Modern code profilers gather performance data that is highly useful for developers, but the traditional presentation of that data can be challenging to interpret for engineers who are new to profiling. For the Continuous Profiler team at Datadog, our guiding mission is to make profiling a standard practice for all developers by flattening its learning curve and helping teams quickly gain insights into application performance.
Recently, we’ve made some enhancements to Continuous Profiler’s visualizations to make them even more accessible to engineers. Specifically, we’ve implemented several key changes to our flame graph visualization and are introducing a new visualization, the call graph.
In this blog post, we’ll discuss:
- How we made the flame graph more intuitive
- How the new call graph visualization summarizes profiling data
Making the flame graph more intuitive
Flame graphs are used widely to visualize profiling data in the software industry and have been the default view in Continuous Profiler since the product’s launch in 2020. Their core layout has remained largely unchanged since their creation: Each frame maps to an element in the call stack of a running program, with the frame’s width indicating how much a resource is used.
Until recently, a typical flame graph in Continuous Profiler looked like the one in the screenshot below. In this particular example, frames map to methods, and frame widths indicate how much CPU was used by the associated method:
In these earlier flame graphs, frames were colored based on the name of the package to which the method belonged. The order of the frames from left to right was determined by a complex algorithm that took into account the frame type, whether the “Only My Code” feature was active, and alphabetical ordering.
Problems with interpreting the older flame graph
But with this formatting and presentation, we found it could be challenging for engineers to read flame graphs accurately, in particular when dealing with an unfamiliar codebase.

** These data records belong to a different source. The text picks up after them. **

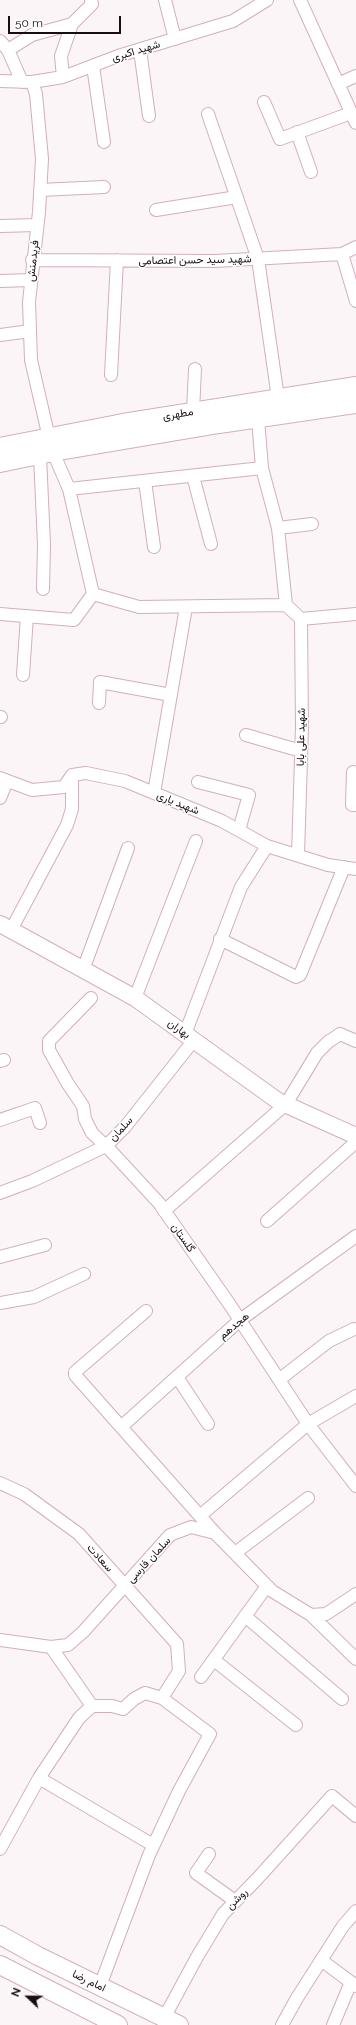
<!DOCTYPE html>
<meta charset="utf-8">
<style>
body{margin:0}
#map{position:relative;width:356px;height:2025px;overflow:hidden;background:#fcf5f7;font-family:Raleway,sans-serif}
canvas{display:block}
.north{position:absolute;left:8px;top:1977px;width:40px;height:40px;-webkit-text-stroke:3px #fff;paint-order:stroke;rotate:292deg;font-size:11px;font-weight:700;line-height:16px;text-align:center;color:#190d12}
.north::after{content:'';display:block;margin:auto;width:14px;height:18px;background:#190d12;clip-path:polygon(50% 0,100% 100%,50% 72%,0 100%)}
.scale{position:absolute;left:8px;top:16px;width:113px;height:18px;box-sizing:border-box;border:2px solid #190d12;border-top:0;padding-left:5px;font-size:12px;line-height:14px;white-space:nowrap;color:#190d12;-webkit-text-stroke:3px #fff;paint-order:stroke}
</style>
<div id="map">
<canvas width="356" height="2025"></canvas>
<div class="north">N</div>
<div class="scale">50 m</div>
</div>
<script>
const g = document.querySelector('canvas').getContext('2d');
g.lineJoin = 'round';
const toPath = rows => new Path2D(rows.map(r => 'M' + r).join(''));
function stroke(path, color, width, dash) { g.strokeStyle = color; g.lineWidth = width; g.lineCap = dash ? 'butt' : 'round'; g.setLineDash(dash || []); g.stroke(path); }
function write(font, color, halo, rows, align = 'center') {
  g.font = font + ' Raleway,Vazirmatn,sans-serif'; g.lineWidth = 3; g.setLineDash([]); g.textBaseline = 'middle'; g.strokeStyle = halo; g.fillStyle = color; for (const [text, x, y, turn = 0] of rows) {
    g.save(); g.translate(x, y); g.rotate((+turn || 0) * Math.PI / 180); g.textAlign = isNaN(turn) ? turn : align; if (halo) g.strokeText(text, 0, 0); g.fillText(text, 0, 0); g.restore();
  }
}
const minor = toPath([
 [165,0,175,39],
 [300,0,356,123],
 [0,41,8,50,22,82],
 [8,50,32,35,72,24],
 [140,50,149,116],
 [93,66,104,142],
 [63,77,61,56,72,24,92,4,91,0],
 [0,81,32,82,63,77,118,56,233,21,267,0],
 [32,82,36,94,42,159,39,212,29,302,31,360,49,438],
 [338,84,356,76],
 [264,102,280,139,351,113],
 [208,114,258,259,278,398],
 [297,132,311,172],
 [40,190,104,187],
 [156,210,237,197],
 [0,226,37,225],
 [342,254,356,301],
 [32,260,215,261,342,254,356,247],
 [0,281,31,280],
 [0,335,30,331],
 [111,375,117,260],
 [193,411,195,369],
 [258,419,262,468,278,528,286,605,301,619,356,614],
 [40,456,44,544,43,589],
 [193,476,211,544],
 [145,481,154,547],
 [69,489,262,468],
 [278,528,312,524],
 [93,594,139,607,286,605],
 [0,614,74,620,93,594,69,489,53,452],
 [23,675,27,616],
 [99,703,100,682,171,695],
 [0,717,1,717],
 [246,735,301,751],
 [353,772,352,805,356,805],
 [0,778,32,790,64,787,72,775,86,773,125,781,222,821,267,846,328,865,356,869],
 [198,782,249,795,239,830],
 [154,793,186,607],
 [0,798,7,781],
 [298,855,302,727,301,619],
 [11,930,67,825,72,809,72,775],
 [220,939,296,977,300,975,344,867],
 [83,970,128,848],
 [91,998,49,1041,49,1050,68,1084,83,1106,85,1119,92,1133,110,1150,159,1203,230,1305,308,1424,356,1486],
 [135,998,196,841],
 [185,1034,241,887,267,846],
 [0,1061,4,1060],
 [0,1120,35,1108,40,1123],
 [0,1193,32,1181,106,1146,125,1127,194,1040],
 [164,1211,286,1104,317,1053,328,1042,340,1034,356,1041],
 [267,1221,356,1142],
 [0,1257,45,1245],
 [0,1303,34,1297,84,1274],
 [146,1311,75,1372,75,1375,215,1533],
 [177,1377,208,1424],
 [280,1379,329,1341,354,1329],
 [121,1427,240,1320,356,1236],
 [0,1483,24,1494,79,1534,177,1644,179,1671,162,1698],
 [201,1515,308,1424,356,1396],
 [235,1553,308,1498],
 [311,1615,356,1659],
 [245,1616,342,1699],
 [0,1640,51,1647,68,1645,83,1632,170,1535,191,1527,215,1533,272,1591,311,1615,326,1614,356,1594],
 [51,1647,92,1706],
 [214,1660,296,1725],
 [201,1677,267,1586],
 [39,1778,153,1845],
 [0,1849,39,1778,79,1718,92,1706,112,1706,123,1709,134,1699,145,1693,162,1698,210,1734,179,1791,149,1855,100,1986],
 [209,1854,196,1873,235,1901],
 [321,1960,356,1986],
 [164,2018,197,1957,223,1914,257,1879,332,1796,356,1816],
 [282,2025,297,1998,343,1926,356,1911],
 [333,2025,351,1982]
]);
const tertiary = toPath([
 [0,924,135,998,278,1101,356,1136]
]);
const secondary = toPath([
 [0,447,123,423,356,386],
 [0,463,53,452,219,424,356,404],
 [0,1935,38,1956,179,2025],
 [0,1965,118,2025]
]);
stroke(minor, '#d1afbc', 14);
stroke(tertiary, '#d1afbc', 18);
stroke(secondary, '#d1afbc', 20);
stroke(minor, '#fff', 12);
stroke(tertiary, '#fff', 16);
stroke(secondary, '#fff', 18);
write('11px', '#190d12', '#fff', [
 ["شهید اکبری",136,51,-17],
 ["شهید سید حسن اعتصامی",195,260,-1],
 ["فریدمنش",33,261,-84],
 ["مطهری",178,414,-9],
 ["شهید علی بابا",301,737,-89],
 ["شهید یاری",178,803,22],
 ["بهاران",179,1029,36],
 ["سلمان",121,1129,-47],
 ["گلستان",183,1238,55],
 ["هجدهم",234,1326,-40],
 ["سعادت",100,1558,48],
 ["سلمان فارسی",149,1560,-47],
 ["روشن",237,1899,-45],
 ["امام رضا",89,1981,26]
]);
</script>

In this scenario, it could be tough to immediately discern what the frame colors signified or what the ordering of frames from left to right meant.
We also learned that misunderstandings sometimes arose with frame colors because of what those colors can signify in different cultural contexts. For instance, we wanted to make sure that users didn’t interpret red frames as indicators of a problem—or green frames as signs that everything was OK—with respect to the method in question. We also didn’t want people to think that frames were arranged in chronological order, from left to right, because many Datadog visualizations represent elapsed time along the X-axis.
Introducing the new-look flame graph in Continuous Profiler
We decided to revamp our flame graphs to eliminate some of the common obstacles users faced when first interacting with our product. Today, a flame graph in Continuous Profiler looks like this:
The first and most obvious change we have introduced is a new color coding scheme where the frame’s shade corresponds to resource usage. This results in a color gradient whose variations intrinsically convey specific and useful information: Darker frames indicate higher resource usage, while lighter frames signify lower usage. The same color coding scheme can be found in other Datadog visualizations, such as user retention graphs, making it easier for users familiar with other Datadog tools to interpret profiling data. Although frame width already indicates resource usage, using color as an additional cue helps non-experts understand the data. We also applied a similar color coding scheme for self time (e.g., the Self CPU Time option available in the Color by menu in the screenshot below) where the shade of a frame indicates how much self time corresponds to that frame. (Self time refers to the time a method has spent executing its own code, without counting the time spent by any other methods it calls.) For both total time and self time, this new gradient-based color coding strategy makes the product more approachable to new users while preserving all the functionality that experienced users already enjoy.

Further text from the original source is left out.